According to a new report, 8 percent of babies born in Indiana in 2010 had low birth weights – a surprisingly good sign for a state that’s struggled for decades to bring that number down.
The Annie E. Casey Foundation recently released its 2013 Kids Count data book, which ranks states on 16 indicators of child well being.
Indiana ranked 30th overall, which Indiana Youth Institute CEO Bill Stanczykiewicz said isn’t all that surprising. The state falls in the middle of the pack every year. If Indiana makes gains in one area, so does the rest of the nation, he said.
What he found “really incredible,” though, were the gains the state made in terms of children’s health. This year, Indiana moved up 13 spots to 21st in the health rankings.
That’s due, in large part, to the tireless effort of local and state officials to curtail the number of low-birthweight babies, he said.
It’s an important crusade, according to the report.
“The birth of a baby reminds us of the potential that exists in every new generation,” the Kids Count report states. “Yet, the odds against thriving are higher for some newborns than for others. Babies born with a low birth weight — less than about 5.5 pounds — have a high probability of experiencing developmental problems and short- and long-term disabilities and are at greater risk of dying within the first year of life.”
While the state made only modest gains, it’s a start, he said.
“That’s been a stubborn statistic for the state for the better part of 20 years,” Stanczykiewicz said. “But it’s not time to declare victory.”
Indiana has one of the highest percentages in the nation of mothers who smoke during pregnancy, he said.

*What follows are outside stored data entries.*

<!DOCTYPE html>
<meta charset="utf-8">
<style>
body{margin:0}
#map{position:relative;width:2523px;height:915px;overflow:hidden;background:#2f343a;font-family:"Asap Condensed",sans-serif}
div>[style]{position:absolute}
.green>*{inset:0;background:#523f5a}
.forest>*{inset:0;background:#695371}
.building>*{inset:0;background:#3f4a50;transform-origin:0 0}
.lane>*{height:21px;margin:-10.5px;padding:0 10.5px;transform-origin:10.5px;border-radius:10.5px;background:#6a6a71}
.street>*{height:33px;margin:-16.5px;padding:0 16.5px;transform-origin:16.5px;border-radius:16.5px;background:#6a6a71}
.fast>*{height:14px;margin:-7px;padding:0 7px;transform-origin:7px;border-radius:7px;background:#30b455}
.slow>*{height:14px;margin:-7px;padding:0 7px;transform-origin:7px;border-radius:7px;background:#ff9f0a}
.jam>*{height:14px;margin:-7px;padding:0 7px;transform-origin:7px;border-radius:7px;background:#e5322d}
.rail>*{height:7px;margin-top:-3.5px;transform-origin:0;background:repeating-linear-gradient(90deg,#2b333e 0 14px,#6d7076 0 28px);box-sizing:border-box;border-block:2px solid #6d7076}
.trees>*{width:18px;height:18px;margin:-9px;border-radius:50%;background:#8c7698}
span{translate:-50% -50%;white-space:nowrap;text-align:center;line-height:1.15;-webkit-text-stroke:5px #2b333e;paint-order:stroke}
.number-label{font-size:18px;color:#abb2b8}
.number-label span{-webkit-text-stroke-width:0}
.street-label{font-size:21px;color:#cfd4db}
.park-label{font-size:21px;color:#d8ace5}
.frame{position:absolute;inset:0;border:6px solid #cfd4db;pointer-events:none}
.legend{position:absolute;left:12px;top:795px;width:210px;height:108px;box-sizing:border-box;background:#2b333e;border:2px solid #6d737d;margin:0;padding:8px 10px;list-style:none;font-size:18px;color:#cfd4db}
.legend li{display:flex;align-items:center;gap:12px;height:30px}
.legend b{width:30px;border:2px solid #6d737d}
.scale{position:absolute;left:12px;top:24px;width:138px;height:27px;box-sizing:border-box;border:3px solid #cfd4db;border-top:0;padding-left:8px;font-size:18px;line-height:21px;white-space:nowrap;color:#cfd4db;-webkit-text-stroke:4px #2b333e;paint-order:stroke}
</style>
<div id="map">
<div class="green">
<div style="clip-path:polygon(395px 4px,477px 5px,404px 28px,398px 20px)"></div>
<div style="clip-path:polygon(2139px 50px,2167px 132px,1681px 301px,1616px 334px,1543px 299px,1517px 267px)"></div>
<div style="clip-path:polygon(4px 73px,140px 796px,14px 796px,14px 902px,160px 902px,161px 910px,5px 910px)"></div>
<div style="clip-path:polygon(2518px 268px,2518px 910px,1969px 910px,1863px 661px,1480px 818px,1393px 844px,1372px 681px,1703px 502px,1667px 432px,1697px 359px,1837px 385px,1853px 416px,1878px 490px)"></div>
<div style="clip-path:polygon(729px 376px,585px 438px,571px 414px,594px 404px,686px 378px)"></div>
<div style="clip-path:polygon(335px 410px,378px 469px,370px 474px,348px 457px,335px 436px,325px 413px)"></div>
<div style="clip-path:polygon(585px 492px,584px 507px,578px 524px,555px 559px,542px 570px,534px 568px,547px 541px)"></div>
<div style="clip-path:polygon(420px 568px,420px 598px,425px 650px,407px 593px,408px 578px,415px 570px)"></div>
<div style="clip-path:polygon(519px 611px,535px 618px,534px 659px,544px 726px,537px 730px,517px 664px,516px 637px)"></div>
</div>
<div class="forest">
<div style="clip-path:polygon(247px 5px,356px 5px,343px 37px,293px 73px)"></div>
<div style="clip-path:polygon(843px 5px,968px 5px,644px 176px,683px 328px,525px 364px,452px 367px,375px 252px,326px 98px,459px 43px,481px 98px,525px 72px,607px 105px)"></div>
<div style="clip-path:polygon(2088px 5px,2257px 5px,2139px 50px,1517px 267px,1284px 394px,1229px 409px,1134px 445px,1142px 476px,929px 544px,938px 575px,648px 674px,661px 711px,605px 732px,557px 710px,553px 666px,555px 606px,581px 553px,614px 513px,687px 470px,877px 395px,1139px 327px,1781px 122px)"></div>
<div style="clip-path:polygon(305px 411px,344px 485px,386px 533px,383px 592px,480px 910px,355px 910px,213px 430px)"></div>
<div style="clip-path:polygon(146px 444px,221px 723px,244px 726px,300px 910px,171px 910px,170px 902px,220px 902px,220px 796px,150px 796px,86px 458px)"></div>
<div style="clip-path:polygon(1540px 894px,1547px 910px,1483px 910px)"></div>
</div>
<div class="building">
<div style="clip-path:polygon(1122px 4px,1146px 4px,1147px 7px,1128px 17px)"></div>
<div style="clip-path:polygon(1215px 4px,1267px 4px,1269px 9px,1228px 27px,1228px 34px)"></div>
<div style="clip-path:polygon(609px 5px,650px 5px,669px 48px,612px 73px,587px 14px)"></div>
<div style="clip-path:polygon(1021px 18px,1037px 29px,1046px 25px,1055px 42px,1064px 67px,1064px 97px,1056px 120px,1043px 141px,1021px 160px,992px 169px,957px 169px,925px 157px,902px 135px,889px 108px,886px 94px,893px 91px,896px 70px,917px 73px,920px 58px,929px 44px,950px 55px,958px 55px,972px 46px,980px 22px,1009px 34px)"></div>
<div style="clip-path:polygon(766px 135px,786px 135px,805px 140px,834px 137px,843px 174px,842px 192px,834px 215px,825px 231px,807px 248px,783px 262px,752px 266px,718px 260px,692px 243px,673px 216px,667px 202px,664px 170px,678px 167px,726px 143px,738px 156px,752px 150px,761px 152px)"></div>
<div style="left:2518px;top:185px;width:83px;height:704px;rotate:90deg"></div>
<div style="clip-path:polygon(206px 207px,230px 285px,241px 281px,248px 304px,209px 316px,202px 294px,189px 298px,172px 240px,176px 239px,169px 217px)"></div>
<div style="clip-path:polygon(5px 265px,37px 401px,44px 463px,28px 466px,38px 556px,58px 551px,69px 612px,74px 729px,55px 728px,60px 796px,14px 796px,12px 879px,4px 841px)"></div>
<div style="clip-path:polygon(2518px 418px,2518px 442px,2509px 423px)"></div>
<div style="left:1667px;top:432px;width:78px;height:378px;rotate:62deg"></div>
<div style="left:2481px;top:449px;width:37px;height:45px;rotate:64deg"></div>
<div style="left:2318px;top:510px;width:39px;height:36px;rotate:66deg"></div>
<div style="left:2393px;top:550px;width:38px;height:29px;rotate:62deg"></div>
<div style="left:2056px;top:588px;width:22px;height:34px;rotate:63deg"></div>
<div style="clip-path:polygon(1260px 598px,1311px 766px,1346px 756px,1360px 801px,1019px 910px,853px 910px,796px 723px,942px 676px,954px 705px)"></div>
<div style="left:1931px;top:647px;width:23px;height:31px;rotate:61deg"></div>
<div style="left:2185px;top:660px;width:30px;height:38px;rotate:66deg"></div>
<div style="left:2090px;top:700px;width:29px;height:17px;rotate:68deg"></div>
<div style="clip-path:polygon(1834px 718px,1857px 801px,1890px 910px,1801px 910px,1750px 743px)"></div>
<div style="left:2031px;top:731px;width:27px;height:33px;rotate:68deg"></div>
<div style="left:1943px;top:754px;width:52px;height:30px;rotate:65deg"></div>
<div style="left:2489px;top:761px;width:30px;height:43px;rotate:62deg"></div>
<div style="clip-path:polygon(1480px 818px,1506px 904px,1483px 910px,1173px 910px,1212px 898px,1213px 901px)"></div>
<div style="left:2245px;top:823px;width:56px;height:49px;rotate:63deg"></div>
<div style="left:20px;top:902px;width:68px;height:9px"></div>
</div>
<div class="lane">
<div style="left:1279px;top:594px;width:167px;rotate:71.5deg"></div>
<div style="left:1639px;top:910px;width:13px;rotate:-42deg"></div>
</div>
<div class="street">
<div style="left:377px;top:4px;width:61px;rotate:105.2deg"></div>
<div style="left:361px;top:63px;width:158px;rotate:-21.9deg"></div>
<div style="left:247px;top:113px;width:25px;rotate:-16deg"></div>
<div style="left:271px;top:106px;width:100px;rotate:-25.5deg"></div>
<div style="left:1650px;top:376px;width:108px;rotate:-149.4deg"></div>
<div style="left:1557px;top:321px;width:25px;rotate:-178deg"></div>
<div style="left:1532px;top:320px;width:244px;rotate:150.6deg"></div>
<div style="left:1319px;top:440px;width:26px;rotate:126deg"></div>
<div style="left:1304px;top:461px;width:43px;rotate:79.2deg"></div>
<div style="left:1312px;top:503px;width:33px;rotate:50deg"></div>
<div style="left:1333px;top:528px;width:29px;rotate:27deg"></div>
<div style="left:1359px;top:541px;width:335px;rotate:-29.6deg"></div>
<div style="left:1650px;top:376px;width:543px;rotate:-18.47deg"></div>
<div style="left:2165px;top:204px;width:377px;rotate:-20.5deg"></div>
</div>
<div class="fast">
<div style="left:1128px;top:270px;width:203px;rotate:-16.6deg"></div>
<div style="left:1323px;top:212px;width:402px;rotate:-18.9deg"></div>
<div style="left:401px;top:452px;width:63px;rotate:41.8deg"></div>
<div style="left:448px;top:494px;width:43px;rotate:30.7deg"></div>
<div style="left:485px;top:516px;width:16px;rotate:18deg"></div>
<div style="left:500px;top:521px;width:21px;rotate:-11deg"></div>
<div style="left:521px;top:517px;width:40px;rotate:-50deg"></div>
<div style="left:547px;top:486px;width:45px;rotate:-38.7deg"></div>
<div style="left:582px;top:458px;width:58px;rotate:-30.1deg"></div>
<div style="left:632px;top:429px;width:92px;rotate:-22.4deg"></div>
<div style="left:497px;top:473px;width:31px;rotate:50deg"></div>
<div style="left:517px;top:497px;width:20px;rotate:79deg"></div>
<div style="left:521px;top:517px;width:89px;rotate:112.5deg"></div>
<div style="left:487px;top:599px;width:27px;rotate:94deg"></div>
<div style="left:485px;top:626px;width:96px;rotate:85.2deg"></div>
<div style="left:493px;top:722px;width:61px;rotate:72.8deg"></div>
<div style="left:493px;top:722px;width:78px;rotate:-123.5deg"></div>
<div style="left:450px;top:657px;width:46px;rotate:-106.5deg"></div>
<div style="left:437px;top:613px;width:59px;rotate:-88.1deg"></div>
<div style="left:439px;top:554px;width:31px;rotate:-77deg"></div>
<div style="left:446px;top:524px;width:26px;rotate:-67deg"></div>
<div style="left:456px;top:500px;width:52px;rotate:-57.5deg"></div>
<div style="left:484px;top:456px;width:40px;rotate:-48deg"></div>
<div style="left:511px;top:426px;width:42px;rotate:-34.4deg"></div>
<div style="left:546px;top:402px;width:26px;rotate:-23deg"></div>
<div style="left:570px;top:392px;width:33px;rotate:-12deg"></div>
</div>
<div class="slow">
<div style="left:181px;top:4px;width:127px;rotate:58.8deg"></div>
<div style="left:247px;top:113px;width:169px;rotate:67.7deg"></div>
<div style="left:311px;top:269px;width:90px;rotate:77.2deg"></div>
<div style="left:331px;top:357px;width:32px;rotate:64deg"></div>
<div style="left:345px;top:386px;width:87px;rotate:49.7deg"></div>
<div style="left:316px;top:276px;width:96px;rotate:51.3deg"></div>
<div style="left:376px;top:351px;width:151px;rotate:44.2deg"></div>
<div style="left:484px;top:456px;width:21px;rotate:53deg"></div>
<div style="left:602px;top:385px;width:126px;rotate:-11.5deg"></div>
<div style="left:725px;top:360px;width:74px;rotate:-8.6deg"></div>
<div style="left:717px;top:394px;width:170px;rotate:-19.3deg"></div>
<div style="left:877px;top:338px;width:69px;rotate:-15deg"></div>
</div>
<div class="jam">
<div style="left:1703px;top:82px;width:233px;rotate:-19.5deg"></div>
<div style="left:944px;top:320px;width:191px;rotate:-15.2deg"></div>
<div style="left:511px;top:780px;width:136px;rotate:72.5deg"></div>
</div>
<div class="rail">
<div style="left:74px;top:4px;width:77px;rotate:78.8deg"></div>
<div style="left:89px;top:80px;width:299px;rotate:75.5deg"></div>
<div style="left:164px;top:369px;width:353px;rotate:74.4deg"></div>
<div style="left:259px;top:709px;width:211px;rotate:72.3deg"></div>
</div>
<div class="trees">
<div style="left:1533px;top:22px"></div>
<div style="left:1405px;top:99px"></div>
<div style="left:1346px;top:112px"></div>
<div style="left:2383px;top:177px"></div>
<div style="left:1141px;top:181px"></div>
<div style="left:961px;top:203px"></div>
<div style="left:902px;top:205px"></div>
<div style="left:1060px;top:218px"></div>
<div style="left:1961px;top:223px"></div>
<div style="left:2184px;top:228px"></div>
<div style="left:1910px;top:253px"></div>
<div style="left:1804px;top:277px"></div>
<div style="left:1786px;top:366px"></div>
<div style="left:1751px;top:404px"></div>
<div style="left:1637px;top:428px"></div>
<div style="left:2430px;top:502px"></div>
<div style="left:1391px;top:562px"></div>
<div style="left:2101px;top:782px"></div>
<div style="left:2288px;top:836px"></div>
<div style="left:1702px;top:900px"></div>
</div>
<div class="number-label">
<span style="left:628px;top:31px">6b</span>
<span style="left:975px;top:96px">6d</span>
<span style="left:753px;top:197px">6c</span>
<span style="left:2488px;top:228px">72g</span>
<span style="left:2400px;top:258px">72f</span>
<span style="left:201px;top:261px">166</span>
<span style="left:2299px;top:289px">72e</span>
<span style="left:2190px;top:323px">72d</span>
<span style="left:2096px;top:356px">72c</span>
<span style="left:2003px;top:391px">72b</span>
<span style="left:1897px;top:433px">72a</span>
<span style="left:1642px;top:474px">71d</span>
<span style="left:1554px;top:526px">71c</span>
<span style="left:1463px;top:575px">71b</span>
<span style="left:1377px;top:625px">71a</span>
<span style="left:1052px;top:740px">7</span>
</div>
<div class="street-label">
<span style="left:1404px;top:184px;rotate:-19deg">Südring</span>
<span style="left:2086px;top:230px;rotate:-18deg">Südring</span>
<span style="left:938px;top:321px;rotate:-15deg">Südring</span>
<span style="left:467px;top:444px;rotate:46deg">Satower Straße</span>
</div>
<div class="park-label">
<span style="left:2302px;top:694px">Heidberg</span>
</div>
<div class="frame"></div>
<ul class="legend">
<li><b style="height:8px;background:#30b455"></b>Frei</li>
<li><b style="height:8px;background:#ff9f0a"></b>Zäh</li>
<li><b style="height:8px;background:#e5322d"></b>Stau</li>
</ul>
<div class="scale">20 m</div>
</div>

If the state could get that number under control, the number of babies born with low birth weights would plummet, he said.
He recognizes that it’s not the only factor to consider.
Recent increases in multiple births have strongly influenced the rates, according to the Kids Count report. Poor nutrition, poverty, stress, infections and violence can increase the risk of a baby being born with a low birth weight, too, the report stated.
Stanczykiewicz said smoking during pregnancy is the single largest contributing factor.
At least one area county bucked that trend.
In Miami County, the number of women who reported smoking during pregnancy increased by nearly 6 percent. More than 28 percent of pregnant women there admitted smoking. The number of babies with low birth weights, though, fell by 38 percent to 6.9 percent.
Howard County numbers are more along the lines of what Stanczykiewicz would expect.
More than 24 percent of Howard County mothers reported smoking during pregnancy in 2010, a 4 percent decrease. With that, the number of infants with low birth weights fell slightly to 6.8 percent.
The number of teen deaths and number of kids abusing drugs and alcohol statewide fell in 2010, too, giving Indiana its improved health ranking, Stanczykiewicz said.
Childhood poverty rates remain a concern nationwide, though.
Even as unemployment rates gradually fell following the recession, poverty rates in most areas continued to climb. Indiana’s rate went from 17 percent in 2005 to 23 percent in 2011.
Numbers for both Howard and Miami counties have held steady for the past three years — varying by only a percentage point in either direction. In 2011, 22.7 percent of Miami County children lived in poverty. In Howard County that number was 24.8 percent.
Those numbers are to be expected, Stanczykiewicz said.
“We keep hearing that the job market is better, but poverty is always the last indicator to move,” he said. “Our low-income neighbors are often the last to find employment.”
It doesn’t help that the number of single parent households is on the rise.
One in five Indiana children lived with a single mother in 2011, according to the report. Those children are five to six times more likely to live in poverty, Stanczykiewicz said.
The short-term solution is to make sure families have access to temporary safety nets like food stamps, he said.
More than 13,000 Howard County residents received food stamps in 2011. In Miami County, that number was 5,395.
Those safety nets are only a bandage, though.
“The long-term solution is to put a premium on education,” Stanczykiewicz said. “This report, again, confirms that. Two-thirds of jobs now require education after high school.”